* **Work required**
In this exercise, return the whole listing exactly, excluding any images.

* **Dataset extract**
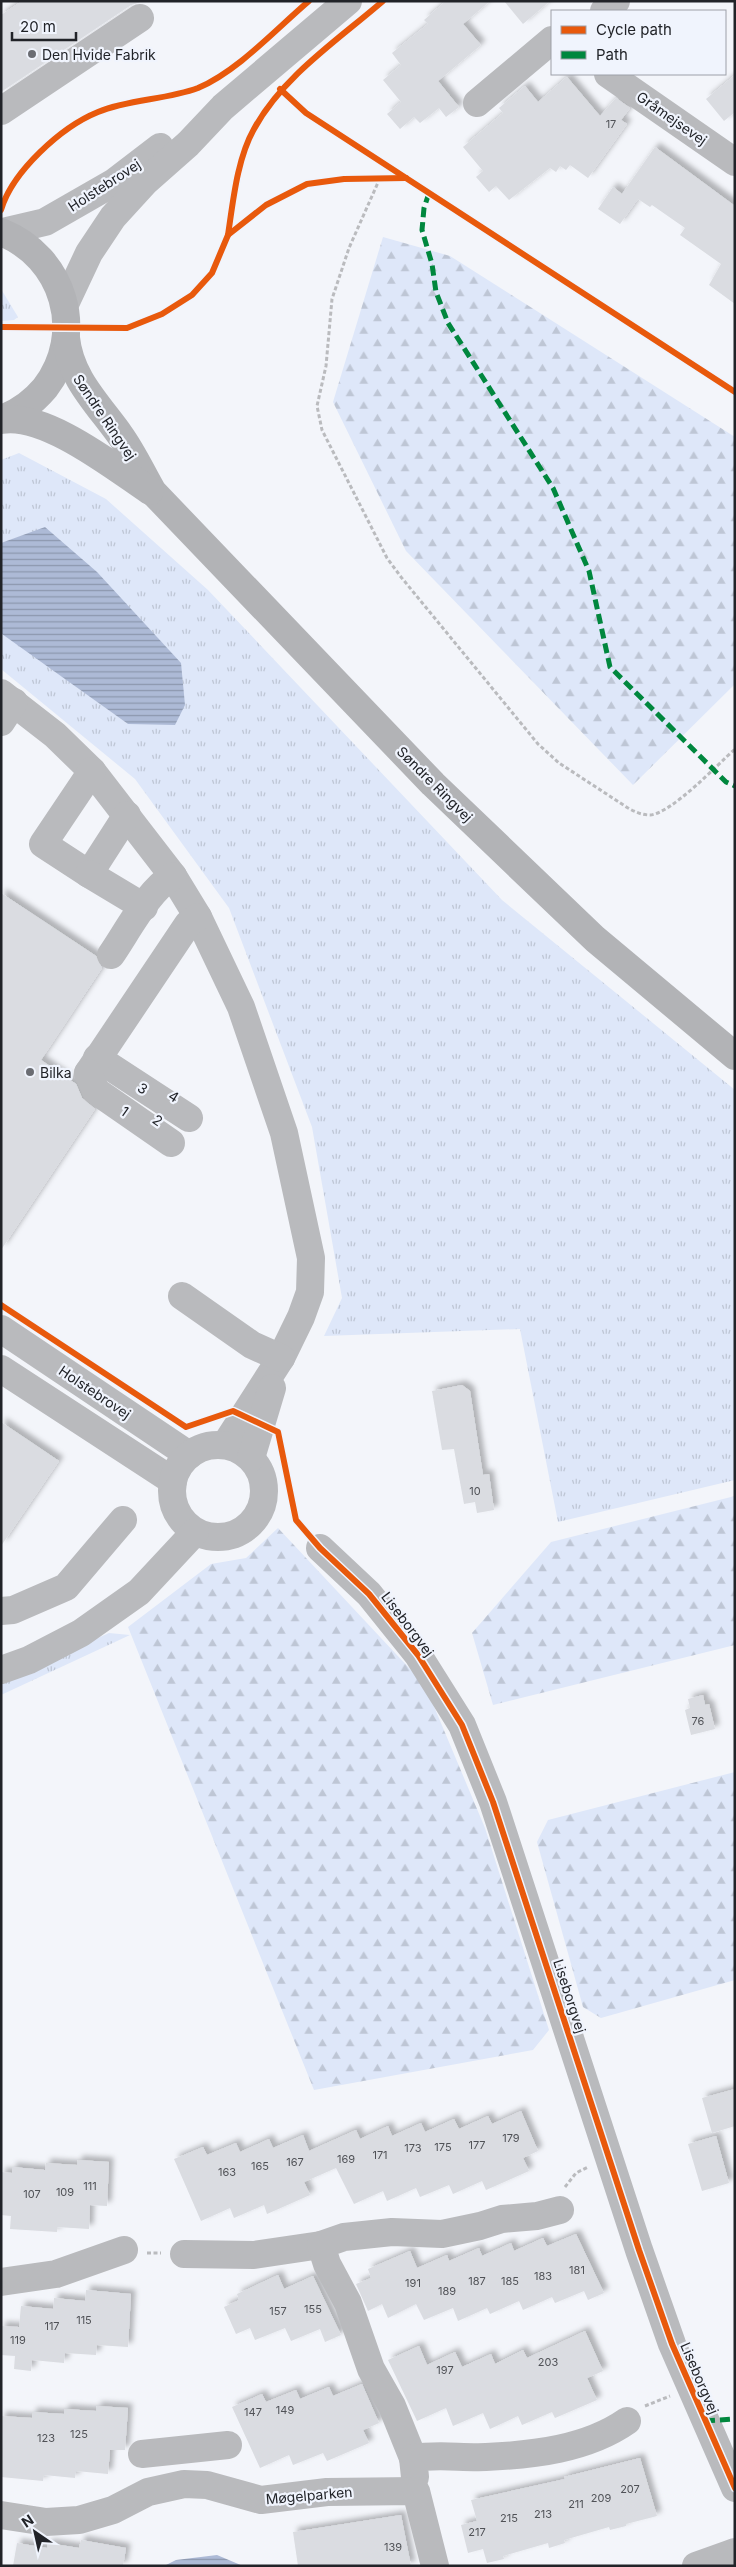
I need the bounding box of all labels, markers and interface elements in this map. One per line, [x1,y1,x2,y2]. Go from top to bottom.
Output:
scale bar [12,10,76,42]
legend [551,10,726,75]
text: 20 m [20,17,56,36]
text: Cycle path [596,20,672,39]
text: Path [596,45,628,64]
place label: Den Hvide Fabrik [42,46,156,63]
marker: Den Hvide Fabrik [26,48,38,60]
street label: Gråmejsevej [634,88,710,148]
house number: 17 [606,117,616,131]
street label: Holstebrovej [65,155,143,215]
street label: Søndre Ringvej [70,371,140,463]
street label: Søndre Ringvej [394,743,476,825]
place label: Bilka [40,1064,72,1081]
marker: Bilka [24,1066,36,1078]
street label: 3 [135,1079,151,1097]
street label: 4 [166,1086,182,1106]
street label: 1 [118,1102,132,1120]
street label: 2 [150,1111,166,1129]
street label: Holstebrovej [56,1362,134,1422]
house number: 10 [469,1484,481,1498]
street label: Liseborgvej [378,1588,438,1660]
house number: 76 [692,1714,705,1728]
street label: Liseborgvej [550,1957,590,2035]
house number: 179 [502,2131,520,2145]
house number: 177 [468,2138,486,2152]
house number: 175 [434,2140,452,2154]
house number: 173 [404,2141,422,2155]
house number: 171 [372,2148,388,2162]
house number: 169 [337,2152,355,2166]
house number: 167 [286,2155,304,2169]
house number: 165 [251,2159,269,2173]
house number: 163 [218,2165,236,2179]
house number: 111 [83,2179,97,2193]
house number: 109 [56,2185,74,2199]
house number: 107 [23,2187,41,2201]
house number: 181 [569,2263,585,2277]
house number: 183 [534,2269,552,2283]
house number: 187 [468,2274,486,2288]
house number: 185 [501,2274,519,2288]
house number: 191 [405,2276,421,2290]
house number: 189 [438,2284,456,2298]
house number: 155 [304,2302,322,2316]
house number: 157 [269,2304,287,2318]
house number: 115 [76,2313,92,2327]
house number: 117 [44,2319,60,2333]
house number: 119 [10,2333,26,2347]
street label: Liseborgvej [677,2339,723,2417]
house number: 203 [538,2355,558,2369]
house number: 197 [436,2363,454,2377]
house number: 149 [276,2403,294,2417]
house number: 147 [244,2405,262,2419]
house number: 125 [70,2427,88,2441]
house number: 123 [37,2431,55,2445]
house number: 207 [620,2482,640,2496]
street label: Møgelparken [265,2483,353,2507]
house number: 209 [591,2491,611,2505]
house number: 211 [568,2497,584,2511]
north arrow [10,2507,60,2557]
house number: 213 [534,2507,552,2521]
text: N [18,2511,37,2531]
house number: 215 [500,2511,518,2525]
house number: 217 [468,2525,486,2539]
house number: 139 [384,2540,402,2554]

* **Exercise solution**
I need the bounding box of all labels, markers and interface elements in this map. One per line, [x1,y1,x2,y2]. Go from top to bottom.
Output:
scale bar [12,10,76,42]
legend [551,10,726,75]
text: 20 m [20,17,56,36]
text: Cycle path [596,20,672,39]
text: Path [596,45,628,64]
place label: Den Hvide Fabrik [42,46,156,63]
marker: Den Hvide Fabrik [26,48,38,60]
street label: Gråmejsevej [634,88,710,148]
house number: 17 [606,117,616,131]
street label: Holstebrovej [65,155,143,215]
street label: Søndre Ringvej [70,371,140,463]
street label: Søndre Ringvej [394,743,476,825]
place label: Bilka [40,1064,72,1081]
marker: Bilka [24,1066,36,1078]
street label: 3 [135,1079,151,1097]
street label: 4 [166,1086,182,1106]
street label: 1 [118,1102,132,1120]
street label: 2 [150,1111,166,1129]
street label: Holstebrovej [56,1362,134,1422]
house number: 10 [469,1484,481,1498]
street label: Liseborgvej [378,1588,438,1660]
house number: 76 [692,1714,705,1728]
street label: Liseborgvej [550,1957,590,2035]
house number: 179 [502,2131,520,2145]
house number: 177 [468,2138,486,2152]
house number: 175 [434,2140,452,2154]
house number: 173 [404,2141,422,2155]
house number: 171 [372,2148,388,2162]
house number: 169 [337,2152,355,2166]
house number: 167 [286,2155,304,2169]
house number: 165 [251,2159,269,2173]
house number: 163 [218,2165,236,2179]
house number: 111 [83,2179,97,2193]
house number: 109 [56,2185,74,2199]
house number: 107 [23,2187,41,2201]
house number: 181 [569,2263,585,2277]
house number: 183 [534,2269,552,2283]
house number: 187 [468,2274,486,2288]
house number: 185 [501,2274,519,2288]
house number: 191 [405,2276,421,2290]
house number: 189 [438,2284,456,2298]
house number: 155 [304,2302,322,2316]
house number: 157 [269,2304,287,2318]
house number: 115 [76,2313,92,2327]
house number: 117 [44,2319,60,2333]
house number: 119 [10,2333,26,2347]
street label: Liseborgvej [677,2339,723,2417]
house number: 203 [538,2355,558,2369]
house number: 197 [436,2363,454,2377]
house number: 149 [276,2403,294,2417]
house number: 147 [244,2405,262,2419]
house number: 125 [70,2427,88,2441]
house number: 123 [37,2431,55,2445]
house number: 207 [620,2482,640,2496]
street label: Møgelparken [265,2483,353,2507]
house number: 209 [591,2491,611,2505]
house number: 211 [568,2497,584,2511]
north arrow [10,2507,60,2557]
house number: 213 [534,2507,552,2521]
text: N [18,2511,37,2531]
house number: 215 [500,2511,518,2525]
house number: 217 [468,2525,486,2539]
house number: 139 [384,2540,402,2554]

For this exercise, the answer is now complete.